Work task
Print out the entries below with no edits.

[Collected data]
--- START ---

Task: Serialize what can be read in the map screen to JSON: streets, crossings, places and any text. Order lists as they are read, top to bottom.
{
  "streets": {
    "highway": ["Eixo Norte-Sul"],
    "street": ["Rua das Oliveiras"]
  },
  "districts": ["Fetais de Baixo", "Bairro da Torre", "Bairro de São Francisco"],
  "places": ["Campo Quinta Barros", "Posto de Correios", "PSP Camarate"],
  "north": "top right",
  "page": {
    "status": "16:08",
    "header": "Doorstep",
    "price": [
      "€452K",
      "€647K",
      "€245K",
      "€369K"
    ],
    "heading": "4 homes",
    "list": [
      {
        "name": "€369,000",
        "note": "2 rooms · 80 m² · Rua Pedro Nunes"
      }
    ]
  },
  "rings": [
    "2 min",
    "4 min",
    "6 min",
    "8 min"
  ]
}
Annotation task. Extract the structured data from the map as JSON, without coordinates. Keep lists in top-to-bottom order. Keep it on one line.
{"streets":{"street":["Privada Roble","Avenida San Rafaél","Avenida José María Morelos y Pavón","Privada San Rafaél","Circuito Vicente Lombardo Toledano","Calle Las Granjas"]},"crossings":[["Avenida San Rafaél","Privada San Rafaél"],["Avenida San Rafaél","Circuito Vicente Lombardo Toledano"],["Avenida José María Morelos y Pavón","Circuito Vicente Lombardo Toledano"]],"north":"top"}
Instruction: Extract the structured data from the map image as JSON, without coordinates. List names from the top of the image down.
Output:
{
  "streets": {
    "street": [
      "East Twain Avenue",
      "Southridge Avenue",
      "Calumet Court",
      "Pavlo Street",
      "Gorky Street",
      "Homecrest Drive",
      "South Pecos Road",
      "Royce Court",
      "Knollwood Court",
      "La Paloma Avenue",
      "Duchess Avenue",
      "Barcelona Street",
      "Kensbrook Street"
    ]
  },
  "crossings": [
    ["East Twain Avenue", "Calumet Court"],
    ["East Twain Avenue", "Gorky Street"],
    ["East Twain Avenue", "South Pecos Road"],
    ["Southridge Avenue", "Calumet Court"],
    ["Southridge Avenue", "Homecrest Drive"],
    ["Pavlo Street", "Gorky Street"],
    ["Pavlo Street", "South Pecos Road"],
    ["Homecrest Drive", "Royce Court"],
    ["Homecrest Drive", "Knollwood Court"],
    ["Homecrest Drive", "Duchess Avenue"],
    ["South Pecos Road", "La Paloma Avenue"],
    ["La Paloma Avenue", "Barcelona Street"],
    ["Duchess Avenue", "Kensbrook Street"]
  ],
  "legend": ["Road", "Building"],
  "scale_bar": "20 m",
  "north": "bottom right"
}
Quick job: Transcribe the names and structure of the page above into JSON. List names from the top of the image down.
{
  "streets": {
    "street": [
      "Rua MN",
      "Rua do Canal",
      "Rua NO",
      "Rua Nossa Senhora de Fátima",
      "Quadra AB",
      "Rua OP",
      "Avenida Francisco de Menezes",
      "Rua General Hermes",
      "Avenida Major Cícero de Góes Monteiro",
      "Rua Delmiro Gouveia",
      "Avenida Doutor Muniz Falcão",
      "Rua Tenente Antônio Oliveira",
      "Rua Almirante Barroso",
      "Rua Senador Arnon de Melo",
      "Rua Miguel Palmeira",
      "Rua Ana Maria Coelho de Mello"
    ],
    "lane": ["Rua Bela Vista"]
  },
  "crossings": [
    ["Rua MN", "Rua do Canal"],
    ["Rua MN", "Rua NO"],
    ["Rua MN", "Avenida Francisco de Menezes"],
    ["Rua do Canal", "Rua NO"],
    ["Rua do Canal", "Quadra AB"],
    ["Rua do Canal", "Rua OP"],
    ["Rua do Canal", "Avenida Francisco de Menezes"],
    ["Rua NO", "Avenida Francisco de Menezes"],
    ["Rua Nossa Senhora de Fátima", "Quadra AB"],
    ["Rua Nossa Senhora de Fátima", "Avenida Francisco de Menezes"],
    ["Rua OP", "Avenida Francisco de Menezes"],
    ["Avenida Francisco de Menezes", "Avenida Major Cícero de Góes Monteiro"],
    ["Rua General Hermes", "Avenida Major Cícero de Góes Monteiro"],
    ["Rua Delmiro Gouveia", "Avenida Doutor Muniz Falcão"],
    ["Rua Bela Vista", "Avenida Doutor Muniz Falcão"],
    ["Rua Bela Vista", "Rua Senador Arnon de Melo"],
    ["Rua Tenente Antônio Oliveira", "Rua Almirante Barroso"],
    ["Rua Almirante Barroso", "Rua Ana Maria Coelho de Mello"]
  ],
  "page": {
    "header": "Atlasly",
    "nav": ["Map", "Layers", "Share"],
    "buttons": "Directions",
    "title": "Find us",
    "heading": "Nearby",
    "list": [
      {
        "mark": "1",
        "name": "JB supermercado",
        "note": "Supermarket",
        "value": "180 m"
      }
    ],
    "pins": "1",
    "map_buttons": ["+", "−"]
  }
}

--- END ---

Reply
Task: Serialize what can be read in the map screen to JSON: streets, crossings, places and any text. Order lists as they are read, top to bottom.
{
  "streets": {
    "highway": ["Eixo Norte-Sul"],
    "street": ["Rua das Oliveiras"]
  },
  "districts": ["Fetais de Baixo", "Bairro da Torre", "Bairro de São Francisco"],
  "places": ["Campo Quinta Barros", "Posto de Correios", "PSP Camarate"],
  "north": "top right",
  "page": {
    "status": "16:08",
    "header": "Doorstep",
    "price": [
      "€452K",
      "€647K",
      "€245K",
      "€369K"
    ],
    "heading": "4 homes",
    "list": [
      {
        "name": "€369,000",
        "note": "2 rooms · 80 m² · Rua Pedro Nunes"
      }
    ]
  },
  "rings": [
    "2 min",
    "4 min",
    "6 min",
    "8 min"
  ]
}
Annotation task. Extract the structured data from the map as JSON, without coordinates. Keep lists in top-to-bottom order. Keep it on one line.
{"streets":{"street":["Privada Roble","Avenida San Rafaél","Avenida José María Morelos y Pavón","Privada San Rafaél","Circuito Vicente Lombardo Toledano","Calle Las Granjas"]},"crossings":[["Avenida San Rafaél","Privada San Rafaél"],["Avenida San Rafaél","Circuito Vicente Lombardo Toledano"],["Avenida José María Morelos y Pavón","Circuito Vicente Lombardo Toledano"]],"north":"top"}
Instruction: Extract the structured data from the map image as JSON, without coordinates. List names from the top of the image down.
Output:
{
  "streets": {
    "street": [
      "East Twain Avenue",
      "Southridge Avenue",
      "Calumet Court",
      "Pavlo Street",
      "Gorky Street",
      "Homecrest Drive",
      "South Pecos Road",
      "Royce Court",
      "Knollwood Court",
      "La Paloma Avenue",
      "Duchess Avenue",
      "Barcelona Street",
      "Kensbrook Street"
    ]
  },
  "crossings": [
    ["East Twain Avenue", "Calumet Court"],
    ["East Twain Avenue", "Gorky Street"],
    ["East Twain Avenue", "South Pecos Road"],
    ["Southridge Avenue", "Calumet Court"],
    ["Southridge Avenue", "Homecrest Drive"],
    ["Pavlo Street", "Gorky Street"],
    ["Pavlo Street", "South Pecos Road"],
    ["Homecrest Drive", "Royce Court"],
    ["Homecrest Drive", "Knollwood Court"],
    ["Homecrest Drive", "Duchess Avenue"],
    ["South Pecos Road", "La Paloma Avenue"],
    ["La Paloma Avenue", "Barcelona Street"],
    ["Duchess Avenue", "Kensbrook Street"]
  ],
  "legend": ["Road", "Building"],
  "scale_bar": "20 m",
  "north": "bottom right"
}
Quick job: Transcribe the names and structure of the page above into JSON. List names from the top of the image down.
{
  "streets": {
    "street": [
      "Rua MN",
      "Rua do Canal",
      "Rua NO",
      "Rua Nossa Senhora de Fátima",
      "Quadra AB",
      "Rua OP",
      "Avenida Francisco de Menezes",
      "Rua General Hermes",
      "Avenida Major Cícero de Góes Monteiro",
      "Rua Delmiro Gouveia",
      "Avenida Doutor Muniz Falcão",
      "Rua Tenente Antônio Oliveira",
      "Rua Almirante Barroso",
      "Rua Senador Arnon de Melo",
      "Rua Miguel Palmeira",
      "Rua Ana Maria Coelho de Mello"
    ],
    "lane": ["Rua Bela Vista"]
  },
  "crossings": [
    ["Rua MN", "Rua do Canal"],
    ["Rua MN", "Rua NO"],
    ["Rua MN", "Avenida Francisco de Menezes"],
    ["Rua do Canal", "Rua NO"],
    ["Rua do Canal", "Quadra AB"],
    ["Rua do Canal", "Rua OP"],
    ["Rua do Canal", "Avenida Francisco de Menezes"],
    ["Rua NO", "Avenida Francisco de Menezes"],
    ["Rua Nossa Senhora de Fátima", "Quadra AB"],
    ["Rua Nossa Senhora de Fátima", "Avenida Francisco de Menezes"],
    ["Rua OP", "Avenida Francisco de Menezes"],
    ["Avenida Francisco de Menezes", "Avenida Major Cícero de Góes Monteiro"],
    ["Rua General Hermes", "Avenida Major Cícero de Góes Monteiro"],
    ["Rua Delmiro Gouveia", "Avenida Doutor Muniz Falcão"],
    ["Rua Bela Vista", "Avenida Doutor Muniz Falcão"],
    ["Rua Bela Vista", "Rua Senador Arnon de Melo"],
    ["Rua Tenente Antônio Oliveira", "Rua Almirante Barroso"],
    ["Rua Almirante Barroso", "Rua Ana Maria Coelho de Mello"]
  ],
  "page": {
    "header": "Atlasly",
    "nav": ["Map", "Layers", "Share"],
    "buttons": "Directions",
    "title": "Find us",
    "heading": "Nearby",
    "list": [
      {
        "mark": "1",
        "name": "JB supermercado",
        "note": "Supermarket",
        "value": "180 m"
      }
    ],
    "pins": "1",
    "map_buttons": ["+", "−"]
  }
}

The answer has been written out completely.